To find the velocity at which the water level is increasing, we need to find the derivative of the height with respect to time (dh/dt).

Let's denote the radius of the conical container as "r" (which is 10 cm in this case). The volume of a cone can be expressed as V = (1/3) * π * r^2 * h, where V is the volume, r is the radius, and h is the height.

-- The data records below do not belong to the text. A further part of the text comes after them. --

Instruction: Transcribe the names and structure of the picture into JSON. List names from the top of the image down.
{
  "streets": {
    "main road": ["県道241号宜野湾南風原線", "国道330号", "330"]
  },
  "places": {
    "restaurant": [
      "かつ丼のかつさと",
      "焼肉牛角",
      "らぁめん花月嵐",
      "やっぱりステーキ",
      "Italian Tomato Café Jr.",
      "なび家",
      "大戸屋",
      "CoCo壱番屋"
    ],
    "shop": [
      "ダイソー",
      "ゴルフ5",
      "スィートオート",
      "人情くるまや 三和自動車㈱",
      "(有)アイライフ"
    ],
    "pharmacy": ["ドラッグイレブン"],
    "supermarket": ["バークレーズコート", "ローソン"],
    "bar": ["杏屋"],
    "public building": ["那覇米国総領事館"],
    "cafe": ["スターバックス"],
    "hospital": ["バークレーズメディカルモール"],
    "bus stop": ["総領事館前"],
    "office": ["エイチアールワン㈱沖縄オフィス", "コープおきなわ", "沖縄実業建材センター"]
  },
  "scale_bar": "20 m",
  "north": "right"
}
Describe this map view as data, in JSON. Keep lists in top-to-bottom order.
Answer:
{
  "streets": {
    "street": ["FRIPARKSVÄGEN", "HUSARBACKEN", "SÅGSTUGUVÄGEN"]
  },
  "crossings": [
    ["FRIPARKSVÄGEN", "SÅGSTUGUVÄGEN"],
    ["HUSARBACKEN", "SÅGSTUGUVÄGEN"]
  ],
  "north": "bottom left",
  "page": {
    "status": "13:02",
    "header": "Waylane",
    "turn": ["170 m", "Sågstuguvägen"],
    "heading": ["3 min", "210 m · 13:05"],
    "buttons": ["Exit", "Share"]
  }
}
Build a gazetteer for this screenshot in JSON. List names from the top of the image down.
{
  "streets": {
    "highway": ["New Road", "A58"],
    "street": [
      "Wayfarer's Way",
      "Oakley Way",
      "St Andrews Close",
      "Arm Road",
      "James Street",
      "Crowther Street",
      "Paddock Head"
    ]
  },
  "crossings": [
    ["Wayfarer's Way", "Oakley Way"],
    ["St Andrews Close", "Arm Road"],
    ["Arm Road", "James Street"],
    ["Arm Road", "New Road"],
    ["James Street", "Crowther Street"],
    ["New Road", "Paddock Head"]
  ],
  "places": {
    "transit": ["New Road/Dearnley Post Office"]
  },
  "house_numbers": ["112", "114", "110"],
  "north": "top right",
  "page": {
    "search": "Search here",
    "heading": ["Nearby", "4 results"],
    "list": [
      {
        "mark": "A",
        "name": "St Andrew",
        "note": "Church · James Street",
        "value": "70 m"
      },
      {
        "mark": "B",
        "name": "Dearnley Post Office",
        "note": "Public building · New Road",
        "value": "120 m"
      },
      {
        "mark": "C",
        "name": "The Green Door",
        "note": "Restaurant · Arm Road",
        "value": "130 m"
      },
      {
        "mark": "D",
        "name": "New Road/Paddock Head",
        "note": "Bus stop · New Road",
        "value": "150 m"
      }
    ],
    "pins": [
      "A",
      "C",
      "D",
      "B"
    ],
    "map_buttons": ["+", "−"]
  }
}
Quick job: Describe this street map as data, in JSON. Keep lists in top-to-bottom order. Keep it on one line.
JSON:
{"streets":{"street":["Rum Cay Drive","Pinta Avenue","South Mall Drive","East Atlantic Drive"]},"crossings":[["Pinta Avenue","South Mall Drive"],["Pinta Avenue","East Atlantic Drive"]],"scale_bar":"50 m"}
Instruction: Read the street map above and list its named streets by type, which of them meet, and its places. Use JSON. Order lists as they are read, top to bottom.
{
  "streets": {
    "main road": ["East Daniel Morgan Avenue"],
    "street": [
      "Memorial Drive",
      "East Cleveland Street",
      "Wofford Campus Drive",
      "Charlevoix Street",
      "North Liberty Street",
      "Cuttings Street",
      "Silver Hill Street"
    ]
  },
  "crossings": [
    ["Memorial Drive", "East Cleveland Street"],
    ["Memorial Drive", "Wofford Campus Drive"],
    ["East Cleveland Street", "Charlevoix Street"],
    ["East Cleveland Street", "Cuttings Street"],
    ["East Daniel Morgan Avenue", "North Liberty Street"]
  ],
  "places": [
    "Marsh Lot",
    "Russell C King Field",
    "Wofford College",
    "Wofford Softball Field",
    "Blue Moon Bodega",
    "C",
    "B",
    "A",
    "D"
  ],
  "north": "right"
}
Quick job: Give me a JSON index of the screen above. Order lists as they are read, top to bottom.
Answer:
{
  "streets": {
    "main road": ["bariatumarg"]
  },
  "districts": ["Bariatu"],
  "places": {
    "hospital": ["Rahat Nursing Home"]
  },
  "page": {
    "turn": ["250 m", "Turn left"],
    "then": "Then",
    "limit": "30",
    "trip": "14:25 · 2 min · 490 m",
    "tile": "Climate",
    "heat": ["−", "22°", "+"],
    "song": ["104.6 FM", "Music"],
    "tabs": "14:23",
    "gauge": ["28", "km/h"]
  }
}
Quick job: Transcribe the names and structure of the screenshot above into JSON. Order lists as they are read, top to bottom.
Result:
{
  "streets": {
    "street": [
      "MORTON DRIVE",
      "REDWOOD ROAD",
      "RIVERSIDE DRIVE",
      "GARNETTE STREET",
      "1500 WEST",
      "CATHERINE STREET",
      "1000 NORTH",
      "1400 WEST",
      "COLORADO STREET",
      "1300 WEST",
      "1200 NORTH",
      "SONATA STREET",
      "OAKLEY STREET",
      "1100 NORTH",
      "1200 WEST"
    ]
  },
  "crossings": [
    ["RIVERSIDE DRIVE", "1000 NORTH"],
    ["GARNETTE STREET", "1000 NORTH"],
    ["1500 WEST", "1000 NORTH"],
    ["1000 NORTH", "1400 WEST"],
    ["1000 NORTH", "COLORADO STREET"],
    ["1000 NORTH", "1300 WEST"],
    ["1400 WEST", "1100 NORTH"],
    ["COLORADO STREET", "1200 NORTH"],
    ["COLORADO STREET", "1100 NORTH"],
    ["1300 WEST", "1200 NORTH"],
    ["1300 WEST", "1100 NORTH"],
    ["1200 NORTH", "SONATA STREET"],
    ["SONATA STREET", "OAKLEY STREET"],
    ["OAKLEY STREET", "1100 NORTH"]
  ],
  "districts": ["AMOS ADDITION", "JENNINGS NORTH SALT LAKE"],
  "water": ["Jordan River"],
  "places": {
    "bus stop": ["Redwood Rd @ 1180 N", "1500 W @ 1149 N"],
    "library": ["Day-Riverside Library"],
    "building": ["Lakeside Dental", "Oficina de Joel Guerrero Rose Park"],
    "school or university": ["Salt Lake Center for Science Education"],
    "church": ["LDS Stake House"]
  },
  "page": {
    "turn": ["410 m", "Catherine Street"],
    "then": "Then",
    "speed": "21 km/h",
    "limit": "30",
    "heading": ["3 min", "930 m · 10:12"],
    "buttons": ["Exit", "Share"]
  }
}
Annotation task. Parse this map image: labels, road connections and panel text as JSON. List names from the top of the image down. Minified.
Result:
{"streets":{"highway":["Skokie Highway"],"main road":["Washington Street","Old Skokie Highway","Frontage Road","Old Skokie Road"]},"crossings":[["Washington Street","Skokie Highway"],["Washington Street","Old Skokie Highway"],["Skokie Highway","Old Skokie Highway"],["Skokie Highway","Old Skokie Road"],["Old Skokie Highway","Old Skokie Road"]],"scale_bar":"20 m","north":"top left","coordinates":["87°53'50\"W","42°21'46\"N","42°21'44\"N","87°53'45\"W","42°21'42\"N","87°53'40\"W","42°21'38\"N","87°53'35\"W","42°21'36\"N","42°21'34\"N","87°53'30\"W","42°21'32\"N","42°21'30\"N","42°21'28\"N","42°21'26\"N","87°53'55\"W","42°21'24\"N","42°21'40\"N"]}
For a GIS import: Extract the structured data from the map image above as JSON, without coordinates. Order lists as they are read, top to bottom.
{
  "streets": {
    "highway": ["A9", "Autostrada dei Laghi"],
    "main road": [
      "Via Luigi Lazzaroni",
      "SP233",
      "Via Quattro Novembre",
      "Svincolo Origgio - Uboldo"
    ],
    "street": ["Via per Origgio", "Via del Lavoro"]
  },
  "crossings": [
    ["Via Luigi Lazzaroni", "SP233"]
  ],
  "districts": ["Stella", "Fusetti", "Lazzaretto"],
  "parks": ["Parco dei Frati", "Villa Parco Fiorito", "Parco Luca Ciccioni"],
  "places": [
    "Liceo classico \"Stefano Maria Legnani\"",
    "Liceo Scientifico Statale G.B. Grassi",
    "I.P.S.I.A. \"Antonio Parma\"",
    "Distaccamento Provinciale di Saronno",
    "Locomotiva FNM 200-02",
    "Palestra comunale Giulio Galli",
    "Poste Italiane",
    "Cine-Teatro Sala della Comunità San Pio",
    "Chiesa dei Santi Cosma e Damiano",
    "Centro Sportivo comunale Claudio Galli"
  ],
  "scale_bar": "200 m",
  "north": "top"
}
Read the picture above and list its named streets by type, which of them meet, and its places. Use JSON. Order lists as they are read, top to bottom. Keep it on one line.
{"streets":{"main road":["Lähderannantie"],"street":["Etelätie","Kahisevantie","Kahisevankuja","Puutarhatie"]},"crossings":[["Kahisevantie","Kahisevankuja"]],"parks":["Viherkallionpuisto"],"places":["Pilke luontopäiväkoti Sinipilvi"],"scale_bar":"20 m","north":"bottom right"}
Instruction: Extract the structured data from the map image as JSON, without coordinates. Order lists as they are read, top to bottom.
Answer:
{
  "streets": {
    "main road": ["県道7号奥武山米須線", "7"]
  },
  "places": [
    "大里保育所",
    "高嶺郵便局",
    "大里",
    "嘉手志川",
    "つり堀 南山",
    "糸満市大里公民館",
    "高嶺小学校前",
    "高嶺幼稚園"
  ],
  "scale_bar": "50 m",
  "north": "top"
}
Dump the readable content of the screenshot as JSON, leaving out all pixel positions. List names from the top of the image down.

We are given the rate of change of volume (dV/dt) as 70 cm^3/s. Since the volume of the cone is given by V = (1/3) * π * r^2 * h, we can find the derivative of the volume with respect to time (dV/dt) by differentiating the equation:

dV/dt = (1/3) * π * r^2 * (dh/dt)

Now, let's solve for (dh/dt), which represents the velocity at which the height is increasing:

(dh/dt) = (3 * dV/dt) / (π * r^2)

Substituting the given values, we have:

(dh/dt) = (3 * 70) / (π * 10^2)

Simplifying further:

(dh/dt) = 210 / (100 * π)

Now we can calculate the value:

(dh/dt) ≈ 2.12 cm/s

Therefore, the water level is increasing at a velocity of approximately 2.12 cm/s when it reaches 12 cm.